Though HB 420 received unanimous approval, it came with a "caveat" from Finance Committee member Sen. Fred Mills, R-Parks, who tells The IND the legislation still needs work.

SacredGround
 Photo taken from Holy Rosary Redevelopment's website

At issue is Pierre’s call for pulling $200,000 in hotel/motel tax dollars from the Cajundome and its Convention Center, which since 1998 has used those funds for the upkeep of its aging facilities.

Restoring the dilapidated Holy Rosary, once a boarding school for black students, is a worthwhile endeavor. Oversight, or lack thereof, however, has been the biggest problem surrounding Pierre’s legislation, raising such questions as: Who will be in charge of the funds? What are the plans for the site’s redevelopment? Why will the funds go to a private nonprofit and not the property’s owners? And is it even legal to redirect taxpayer money from a public to a private institution?

Though Pierre did respond in a letter to The IND explaining the importance of Holy Rosary and the benefits of his bill, he side-stepped all the above questions.

Mills, who also has been leery of the legislation’s call for pulling the much-needed funding away from the Cajundome, says the responsibility of finding a middle-ground now falls on the two senators affected by the bill: Cortez, R-Lafayette, and Guillory, D-Opelousas.

The Cajundome lies within Cortez’s district, whereas Holy Rosary is located in Guillory’s, and according to Mills, it will be their responsibility to develop a set of amendments that “all sides can be happy with.”

“The bill is not ready, but since it only deals with local funds, we didn’t see it as an issue to debate in Senate Finance because it basically only impacts how the pie is split in Lafayette Parish and not the whole state,” says Mills. “It was moved to the Senate for further discussion, but I made sure to add the caveat statement that there will be more work done on this by local senators before it comes back up. Senators Cortez and Guillory will work on a set of amendments and then it’ll go before the full Senate for further discussion.”

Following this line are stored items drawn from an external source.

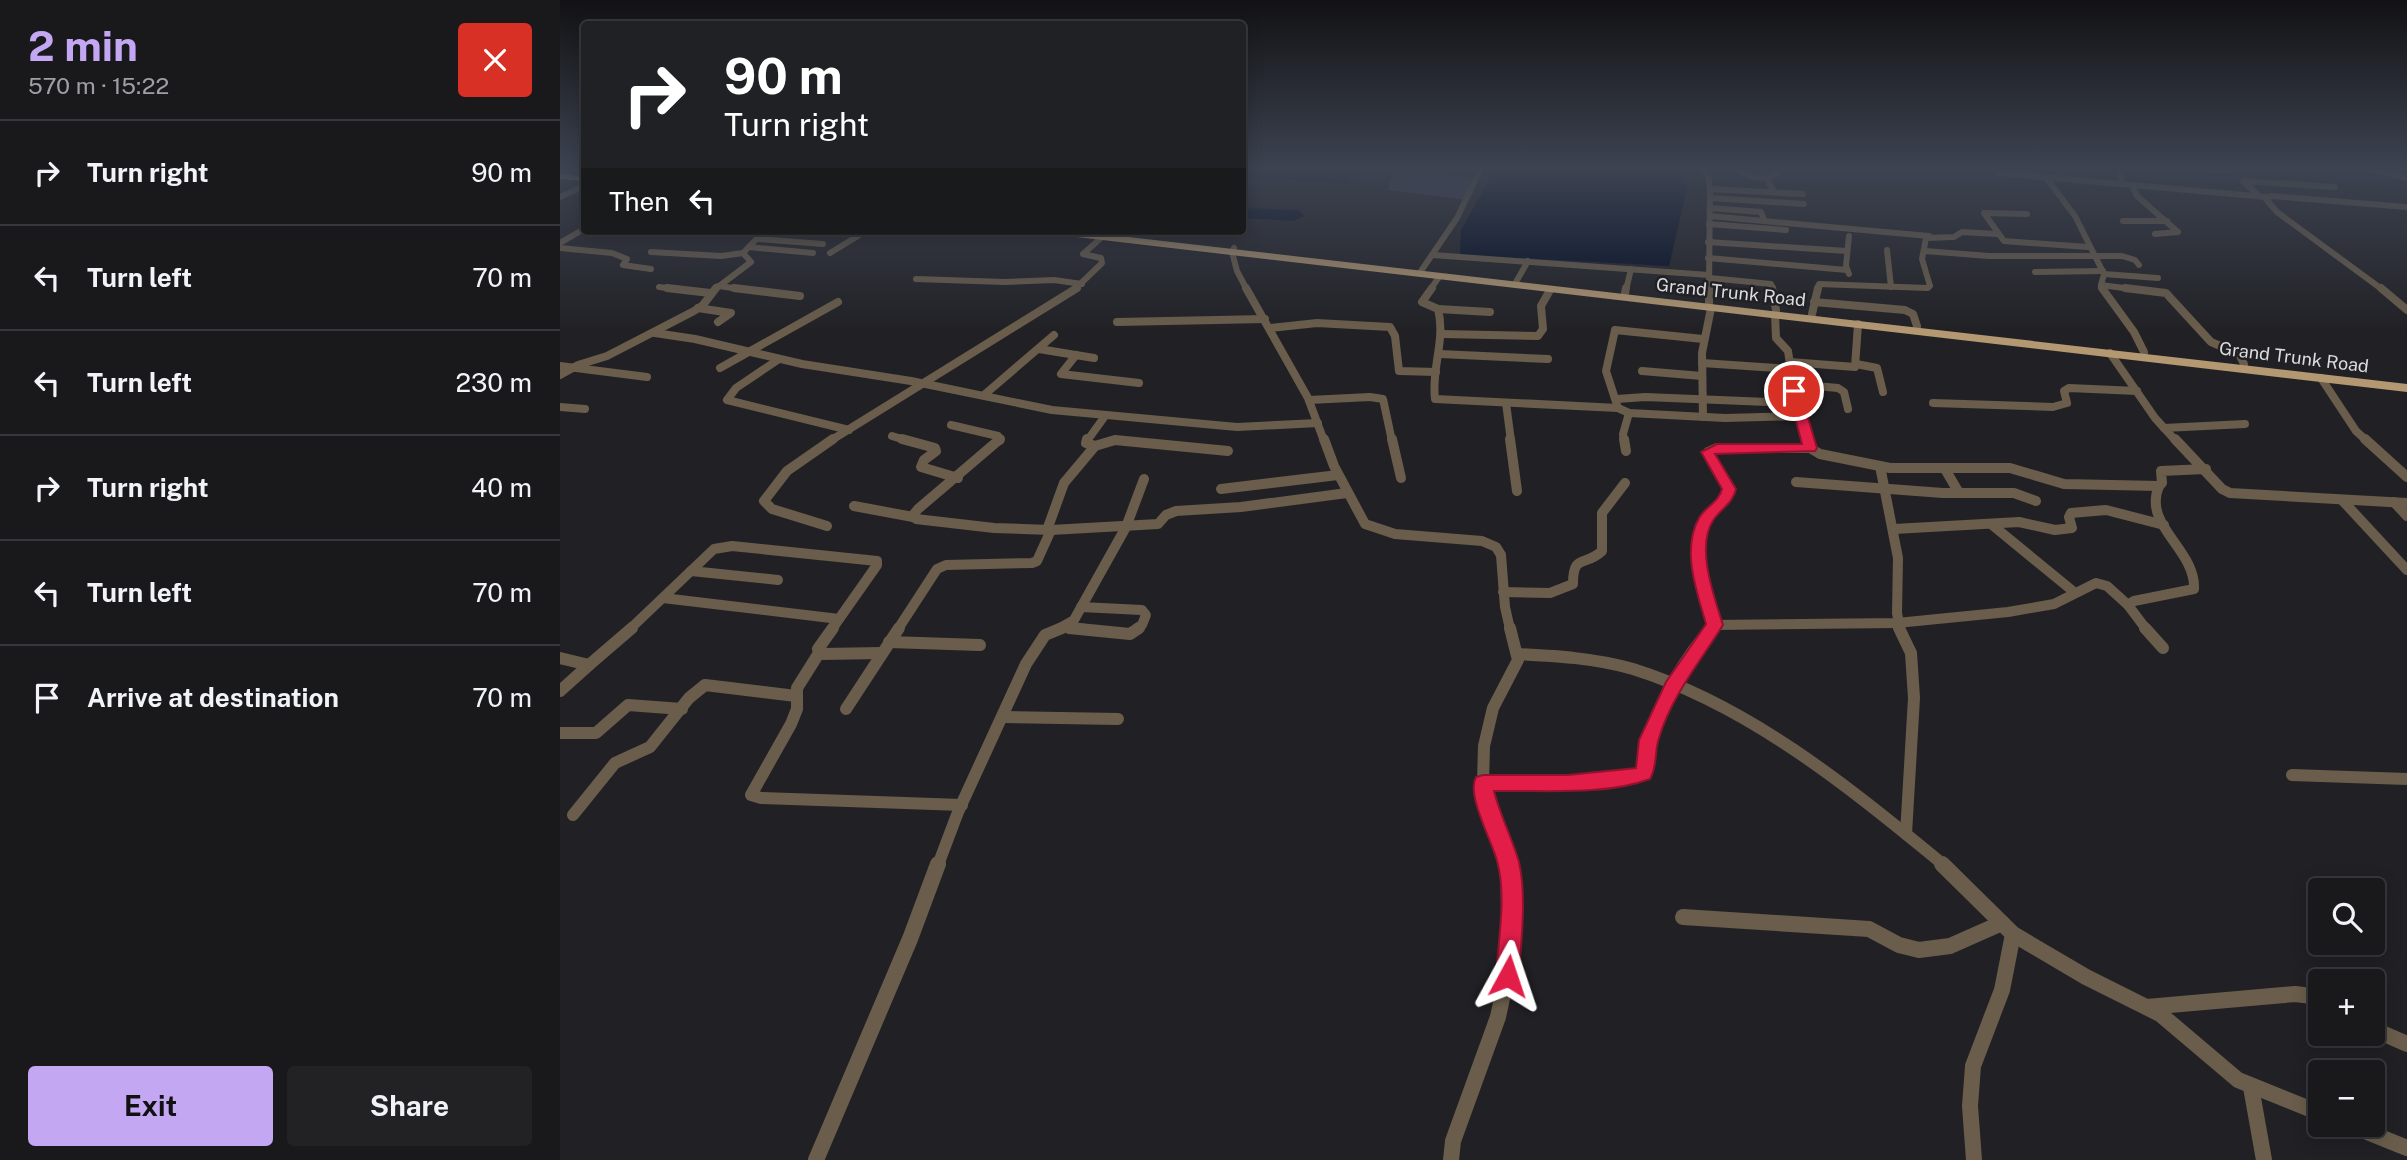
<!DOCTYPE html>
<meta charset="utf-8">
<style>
body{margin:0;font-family:"Public Sans",sans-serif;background:#222225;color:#f1f3f6;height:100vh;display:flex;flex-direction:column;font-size:26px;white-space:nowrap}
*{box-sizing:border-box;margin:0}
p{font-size:23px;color:#9fa0a3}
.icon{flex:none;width:38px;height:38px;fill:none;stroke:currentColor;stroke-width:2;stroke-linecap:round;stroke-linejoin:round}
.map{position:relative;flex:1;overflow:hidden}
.panel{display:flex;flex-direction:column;background:#19191c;width:560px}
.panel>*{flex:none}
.top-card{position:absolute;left:21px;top:21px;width:665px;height:214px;border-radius:7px;box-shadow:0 4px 18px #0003,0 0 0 2px #37383b;background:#202124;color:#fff;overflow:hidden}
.buttons{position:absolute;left:1748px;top:878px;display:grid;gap:14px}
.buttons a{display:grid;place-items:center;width:77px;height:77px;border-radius:7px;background:#19191c;box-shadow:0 4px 18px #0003,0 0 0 2px #37383b;font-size:35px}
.pin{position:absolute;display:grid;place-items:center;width:60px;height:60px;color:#fff;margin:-30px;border:4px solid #fff;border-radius:50%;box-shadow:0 2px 7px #0007}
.me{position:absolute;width:77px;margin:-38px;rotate:5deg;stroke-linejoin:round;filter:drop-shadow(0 0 5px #0008)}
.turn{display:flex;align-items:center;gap:24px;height:147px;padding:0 28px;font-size:32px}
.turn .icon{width:91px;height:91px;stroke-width:2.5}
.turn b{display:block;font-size:49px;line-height:60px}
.then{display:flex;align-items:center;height:66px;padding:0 28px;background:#0003;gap:14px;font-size:26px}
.round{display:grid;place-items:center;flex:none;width:74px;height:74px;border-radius:7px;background:#222225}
.overview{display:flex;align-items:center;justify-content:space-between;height:119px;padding:0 28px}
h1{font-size:42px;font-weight:700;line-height:52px;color:#c3a7f2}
.cta{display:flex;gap:14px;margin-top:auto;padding:14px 28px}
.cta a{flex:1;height:80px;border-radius:7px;background:#c3a7f2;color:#111;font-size:28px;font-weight:700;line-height:80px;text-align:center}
.cta a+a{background:#222225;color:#f1f3f6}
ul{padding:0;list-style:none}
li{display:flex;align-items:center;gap:21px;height:105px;padding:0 28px;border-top:2px solid #37383b}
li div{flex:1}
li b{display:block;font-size:26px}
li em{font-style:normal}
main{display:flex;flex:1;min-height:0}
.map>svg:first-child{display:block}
.green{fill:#43435e}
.water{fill:#000b23}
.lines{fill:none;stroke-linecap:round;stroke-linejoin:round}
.street-far4{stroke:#6a5d4b;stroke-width:6}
.street-far3{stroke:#6a5d4b;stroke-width:8}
.street-far2{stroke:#6a5d4b;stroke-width:10}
.street-far1{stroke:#6a5d4b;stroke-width:12}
.street{stroke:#6a5d4b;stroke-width:16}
.primary{fill:#b39872;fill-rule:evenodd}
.route{fill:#e11d48;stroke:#92132f;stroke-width:2}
.labels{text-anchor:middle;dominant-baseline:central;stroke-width:5;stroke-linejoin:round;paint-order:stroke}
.far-street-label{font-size:18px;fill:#dbdcde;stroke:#212125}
</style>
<main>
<section class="panel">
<div class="overview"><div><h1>2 min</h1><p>570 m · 15:22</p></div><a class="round" style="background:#d93025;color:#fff"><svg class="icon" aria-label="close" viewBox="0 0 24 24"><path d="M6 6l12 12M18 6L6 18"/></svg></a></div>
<ul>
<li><svg class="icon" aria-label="right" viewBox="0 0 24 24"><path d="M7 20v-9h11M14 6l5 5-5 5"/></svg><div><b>Turn right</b></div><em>90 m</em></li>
<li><svg class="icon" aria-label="left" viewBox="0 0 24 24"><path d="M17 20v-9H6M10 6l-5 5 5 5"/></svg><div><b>Turn left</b></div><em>70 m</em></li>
<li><svg class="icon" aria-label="left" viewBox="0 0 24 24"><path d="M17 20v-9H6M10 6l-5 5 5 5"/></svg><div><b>Turn left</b></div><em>230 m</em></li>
<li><svg class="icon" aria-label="right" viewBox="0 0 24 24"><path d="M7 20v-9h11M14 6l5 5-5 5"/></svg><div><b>Turn right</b></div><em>40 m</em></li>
<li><svg class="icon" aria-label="left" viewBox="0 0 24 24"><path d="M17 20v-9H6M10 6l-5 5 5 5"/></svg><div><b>Turn left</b></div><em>70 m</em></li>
<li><svg class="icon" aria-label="arrive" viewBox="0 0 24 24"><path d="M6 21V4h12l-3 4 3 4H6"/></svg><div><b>Arrive at destination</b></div><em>70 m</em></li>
</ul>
<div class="cta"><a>Exit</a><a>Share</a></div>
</section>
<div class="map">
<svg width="1847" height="1160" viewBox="0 0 1847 1160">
<rect width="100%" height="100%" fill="#212125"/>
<polygon class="green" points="833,170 918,178 903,199 900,199 828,190"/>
<g class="water">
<polygon points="683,168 803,168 788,184 690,177 683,175"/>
<polygon points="936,168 1118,168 1127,189 1109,266 900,255 901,230"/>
<polygon points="682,208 739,210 744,216 733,221 683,218"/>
</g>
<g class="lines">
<g class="street-far4">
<polyline points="1142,168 1148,176 1150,189 1149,290"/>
<polyline points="1175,168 1189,176 1207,179 1214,192"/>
<polyline points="1435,168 1436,172 1440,173 1706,197"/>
<polyline points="1560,168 1562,183"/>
<polyline points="1633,168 1672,171"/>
<polyline points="1804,168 1847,178"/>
<polyline points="1207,179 1220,172 1219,168"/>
<polyline points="1487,179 1515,216 1544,274 1541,285 1543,290"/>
<polyline points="1572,185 1577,196 1618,232 1595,234"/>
<polyline points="1150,189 1243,194"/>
<polyline points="1698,195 1683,181 1775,187"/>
<polyline points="0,197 24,186"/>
<polyline points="1151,198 1244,204"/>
<polyline points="1150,208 1201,212 1204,220"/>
<polyline points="1467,214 1424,213 1444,241 1528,247"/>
<polyline points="1150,216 1369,236"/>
<polyline points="1563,221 1607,221"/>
<polyline points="1149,224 1226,230"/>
<polyline points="1289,236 1286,266 1289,274"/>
<polyline points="198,239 263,244"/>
<polyline points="1148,242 1287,251"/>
<polyline points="0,243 24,229"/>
<polyline points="189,247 253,253"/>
<polyline points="0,248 52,253 67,259 63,265 91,269"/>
<polyline points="674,248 672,252 677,271 687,290"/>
<polyline points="1327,250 1331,287"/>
<polyline points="1365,251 1429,256 1562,256 1575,260 1579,265"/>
<polyline points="91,252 161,256 183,253"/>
<polyline points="270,253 306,231"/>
<polyline points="873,255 1149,275"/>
<polyline points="1148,258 1287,270"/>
<polyline points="861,271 897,218 921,168"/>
<polyline points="1475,272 1543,271"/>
<polyline points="1544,274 1598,278"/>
<polyline points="1150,278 1211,284 1212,290"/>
<polyline points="356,279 445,282 494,280 522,284"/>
<polyline points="956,282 968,261"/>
<polyline points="1541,285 1579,290"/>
<polyline points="158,286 188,290"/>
<polyline points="99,287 122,290"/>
<polyline points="154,290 191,262 183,253 204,231"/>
<polyline points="514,290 542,263 541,258 523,254 542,237"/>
<polyline points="870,290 879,277"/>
<polyline points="1066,290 1071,269"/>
<polyline points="1258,290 1259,284 1368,288 1370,286 1362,259 1366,238 1394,237 1402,232 1437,234"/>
<polyline points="1823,290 1717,212 1705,198 1712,196 1847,207"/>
</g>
<g class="street-far3">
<polyline points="107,288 150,293"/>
<polyline points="174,288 240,296"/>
<polyline points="686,288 748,398 764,441"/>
<path d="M872 288 862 302 878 309C886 340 871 368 875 399L1058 408"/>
<polyline points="1212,288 1216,310"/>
<polyline points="1542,288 1574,332 1584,352"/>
<polyline points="1565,288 1606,293 1651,342 1679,354 1684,364"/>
<polyline points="1821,288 1847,310"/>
<polyline points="1065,293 1066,288"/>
<polyline points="1254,302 1345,310 1353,314 1357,326"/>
<polyline points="1149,303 1149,288"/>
<polyline points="138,308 171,313 158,322"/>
<polyline points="878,309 930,312"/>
<polyline points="1252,314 1258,288"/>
<polyline points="1215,315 1216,338 1228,351 1234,392 1243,416 1246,441"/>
<polyline points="557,322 705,319"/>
<polyline points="710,328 757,323 830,327 835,336 839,371 876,372"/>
<polyline points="95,333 135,339 242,364 351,381 492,410 677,427 758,423"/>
<polyline points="882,334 978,336 983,329 981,306 990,290"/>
<polyline points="1143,339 1055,330 1046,371 1058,408 1069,413 1165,418 1243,416"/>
<polyline points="479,349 534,358"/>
<polyline points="1550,353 1595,418 1616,441"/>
<polyline points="880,354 988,359"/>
<polyline points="516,355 501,374 579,383"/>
<polyline points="219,359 176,388 167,400 289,430"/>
<polyline points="1230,362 1295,367 1298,324"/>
<polyline points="1142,363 1231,369"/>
<polyline points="1296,364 1317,368 1323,392"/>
<polyline points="0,366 87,377"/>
<polyline points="160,368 278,302"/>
<polyline points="1082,371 1142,376"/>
<polyline points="0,375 18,365 47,356 134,311 143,305 156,288"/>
<polyline points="1761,378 1796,431 1807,441"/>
<polyline points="1233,384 1278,388 1284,392 1288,409"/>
<polyline points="424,395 494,335"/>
<polyline points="1057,399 1085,397 1208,402"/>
<polyline points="749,400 810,397 823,399 832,441"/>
<polyline points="946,403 951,441"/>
<polyline points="1373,403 1493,407 1507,403 1504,391 1509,388 1577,391"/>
<polyline points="0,407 25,409"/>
<polyline points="1143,417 1142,353 1151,308"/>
<polyline points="391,425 438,436 440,441"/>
<polyline points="1604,428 1685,424"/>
<polyline points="332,436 348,441"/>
<polyline points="270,441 517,288"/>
<polyline points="527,441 545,416"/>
<polyline points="553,441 560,441"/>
<polyline points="1064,441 1063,434 1069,413"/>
</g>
<g class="street-far2">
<polyline points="342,439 375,448 376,451 364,460 361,467 398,478"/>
<polyline points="440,439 358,509 354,514 356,519 434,528 491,530 598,524 606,515 616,511 681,507 787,493"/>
<polyline points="527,439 526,443 535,446 555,440 668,451"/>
<polyline points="764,439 774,466 805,524 835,534 922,541 936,547 941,555 945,607 950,629"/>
<polyline points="832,439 841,478"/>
<polyline points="950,439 957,491"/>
<polyline points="1064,439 1066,451"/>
<polyline points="1246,439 1250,448 1260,454 1330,468 1450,468 1504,484 1599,486 1602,483 1601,471 1646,469"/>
<polyline points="1615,439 1662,489 1670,493 1847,503"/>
<polyline points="1805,439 1847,477"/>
<polyline points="1320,466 1338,558 1337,613 1340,629"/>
<polyline points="1385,469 1399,493"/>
<polyline points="1236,482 1383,493 1454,493 1476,501"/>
<polyline points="661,489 778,475"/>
<polyline points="1782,500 1847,570"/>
<polyline points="1834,502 1847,516"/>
<polyline points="294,506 353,517"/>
<polyline points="1431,524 1514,592"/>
<polyline points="267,526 212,509 204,501 227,471 273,439"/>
<polyline points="1334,529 1459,522 1495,530 1512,528 1509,517 1511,513 1546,510 1604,525"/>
<polyline points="487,530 504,483 535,446"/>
<polyline points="131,571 218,580"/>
<path d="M943 592 990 593 1013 584C1013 553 1025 567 1042 551V513L1065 483"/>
<polyline points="103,598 279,619"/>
<polyline points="521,607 582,610 586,615 582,625 576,629"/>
<path d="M1154 625C1143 593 1128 551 1146 519 1152 507 1164 502 1169 489L1148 452 1157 448H1250"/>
<polyline points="504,627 526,629"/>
<polyline points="70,629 154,549 172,546 317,561 317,565 272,629"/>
<polyline points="338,629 377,569 386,565 472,563 477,561 491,530"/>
<polyline points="498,629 514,620 566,527 584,479"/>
<polyline points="1150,629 1154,625 1337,623 1448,612 1494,604 1536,583 1547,586 1568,605"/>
<path d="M1586 629 1568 605 1574 601 1634 589C1636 549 1582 526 1599 486"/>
</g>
<g class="street-far1">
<polyline points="273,628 258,649 261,654 322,653"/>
<polyline points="509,628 570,634 579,628"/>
<polyline points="1339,628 1351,653 1354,698 1346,834"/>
<polyline points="1585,628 1603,648"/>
<polyline points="329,642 420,645"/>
<polyline points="259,653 237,688 237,709 231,724 191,795 201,798 402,805"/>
<path d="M957 654C996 656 1035 658 1073 669 1191 706 1291 789 1384 865"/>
<polyline points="0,658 29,665 72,628"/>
<polyline points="0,691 29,665"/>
<polyline points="286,709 339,628"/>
<polyline points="442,717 558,719"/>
<polyline points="0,733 36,733 68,705 122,709"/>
<polyline points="1732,775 1847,779"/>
<path d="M923 783C968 783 1043 790 1084 773 1089 763 1086 752 1088 741 1097 706 1127 653 1152 628"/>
<polyline points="13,815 55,763 90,747 129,698 145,685 236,696"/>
<polyline points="378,865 398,812 466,664 485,635 502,628"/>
<polyline points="948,865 930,815 923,783 924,746 933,708 958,660 950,628"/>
</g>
<g class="street">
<polyline points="1382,864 1453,934 1526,977 1600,1014 1678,1080 1760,1113"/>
<polyline points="1123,917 1309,929 1339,945 1359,950 1390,946 1442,923"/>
<polyline points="1587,1007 1735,994 1760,997"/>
<polyline points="1813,1029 1847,1044"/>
<polyline points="1691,1087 1704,1160"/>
<polyline points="1790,1125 1847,1148"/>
<polyline points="256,1160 350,939 378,864"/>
<polyline points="891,1160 893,1141 938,1017 950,961 948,864"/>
<polyline points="1414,1160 1410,1106 1413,1066 1442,990 1453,934"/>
</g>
<g class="primary">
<polygon points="0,173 24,177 24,181 0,179"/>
<polygon points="486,231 516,231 1847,384 1847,392 491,234"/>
</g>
</g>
<linearGradient id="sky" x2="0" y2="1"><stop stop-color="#121214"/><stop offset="0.51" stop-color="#3d4351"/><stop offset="1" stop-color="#3d4351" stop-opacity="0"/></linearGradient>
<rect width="1847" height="331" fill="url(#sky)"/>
<path class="route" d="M1234 388 1240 391 1257 448 1255 451 1155 454 1176 489C1173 503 1162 508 1154 519 1135 546 1154 596 1163 625 1140 662 1112 695 1099 738 1094 752 1098 765 1090 779 1045 796 982 790 934 791 940 815 952 838 959 862 967 898 961 940 959 976L956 984 948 987 940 984 936 976C938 940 947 896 937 861 932 841 906 795 916 777L923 775H1008L1076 768 1079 740 1106 682 1146 624C1137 592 1121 550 1139 518 1145 507 1159 502 1162 489L1141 452 1157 444H1242L1228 391Z"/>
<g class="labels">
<g class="far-street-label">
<text transform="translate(1171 292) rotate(6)">Grand Trunk Road</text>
<text transform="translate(1734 357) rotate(7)">Grand Trunk Road</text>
</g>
</g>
</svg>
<div class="buttons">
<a><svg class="icon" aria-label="search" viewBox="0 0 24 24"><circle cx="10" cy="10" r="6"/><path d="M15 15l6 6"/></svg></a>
<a>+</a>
<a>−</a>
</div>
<div class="pin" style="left:1234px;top:391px;background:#d93025"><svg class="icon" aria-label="arrive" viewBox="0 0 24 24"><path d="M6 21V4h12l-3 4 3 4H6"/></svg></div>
<svg class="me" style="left:948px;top:976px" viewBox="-20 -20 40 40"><path d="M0-17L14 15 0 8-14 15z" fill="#e11d48" stroke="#fff" stroke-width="4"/></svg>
<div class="top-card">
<div class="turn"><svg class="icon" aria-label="right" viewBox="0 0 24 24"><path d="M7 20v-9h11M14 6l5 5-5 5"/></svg><div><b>90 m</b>Turn right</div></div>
<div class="then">Then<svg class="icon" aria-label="left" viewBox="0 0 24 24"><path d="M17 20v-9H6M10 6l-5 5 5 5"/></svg></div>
</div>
</div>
</main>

In a report by Mike Hasten of Gannett's Capital Bureau (Gannett owns The Daily Advertiser), Guillory notes that the forthcoming changes to the legislation will deal with ensuring the redirection of funds is handled “in a proper fashion,” including “some oversight and ... a procedure getting state money into the hands of the person to do that restoration.”

When the amended bill will be brought before the full Senate is unclear, says Mills.

“A timeline is hard to predict,” notes Mills. “But if the bill comes out of the Senate, then it’s up to the House to accept the amended bill or not. From there it may go to a Conference Committee made up of three senators and three reps, all probably from the Lafayette area.”

Following Monday's Session, a mass email was sent to the press, local officials and state lawmakers by Lafayette community activist Carol Ross. Her questions are below:

The bill has been amended several times as it has made its way through the legislative process, but still needs to be "fixed?"

How can you "fix" it? Let us count the ways:

• Can you fix it by amending the part of the state Constitution that prohibits and transfer or donation of public funds to a private entity?

• Can you fix it by not taking funds from a state owned, city run facility such as the Cajundome and Convention Center, which are used to retire bonds and properly operate and maintain this great facility?

• Can you fix it by reconciling to whom the money goes? The building is owned by the Sisters of the Holy Family, but the money goes to a group called Holy Rosary Redevelopment.

• Can you fix it by determining how the building will be used? Those applying for the funding have said they don't know how it will be used, or how it qualifies for tourism related dollars.

• Can you fix it by telling every other "historic" and/or "religious" facility that they do not qualify for a perpetual source of state money? Imagine a historic but abandoned mosque applying for such funds.

• Can you fix it by assuring the taxpayers of this state that this is not another boondoggle - really?

The clear answer to all of the above is — the bill cannot be fixed and should be killed. As a taxpayer who supports the HRI redevelopment and has contributed my own money to this project, I respectfully request that you vote "NO" on HR 420.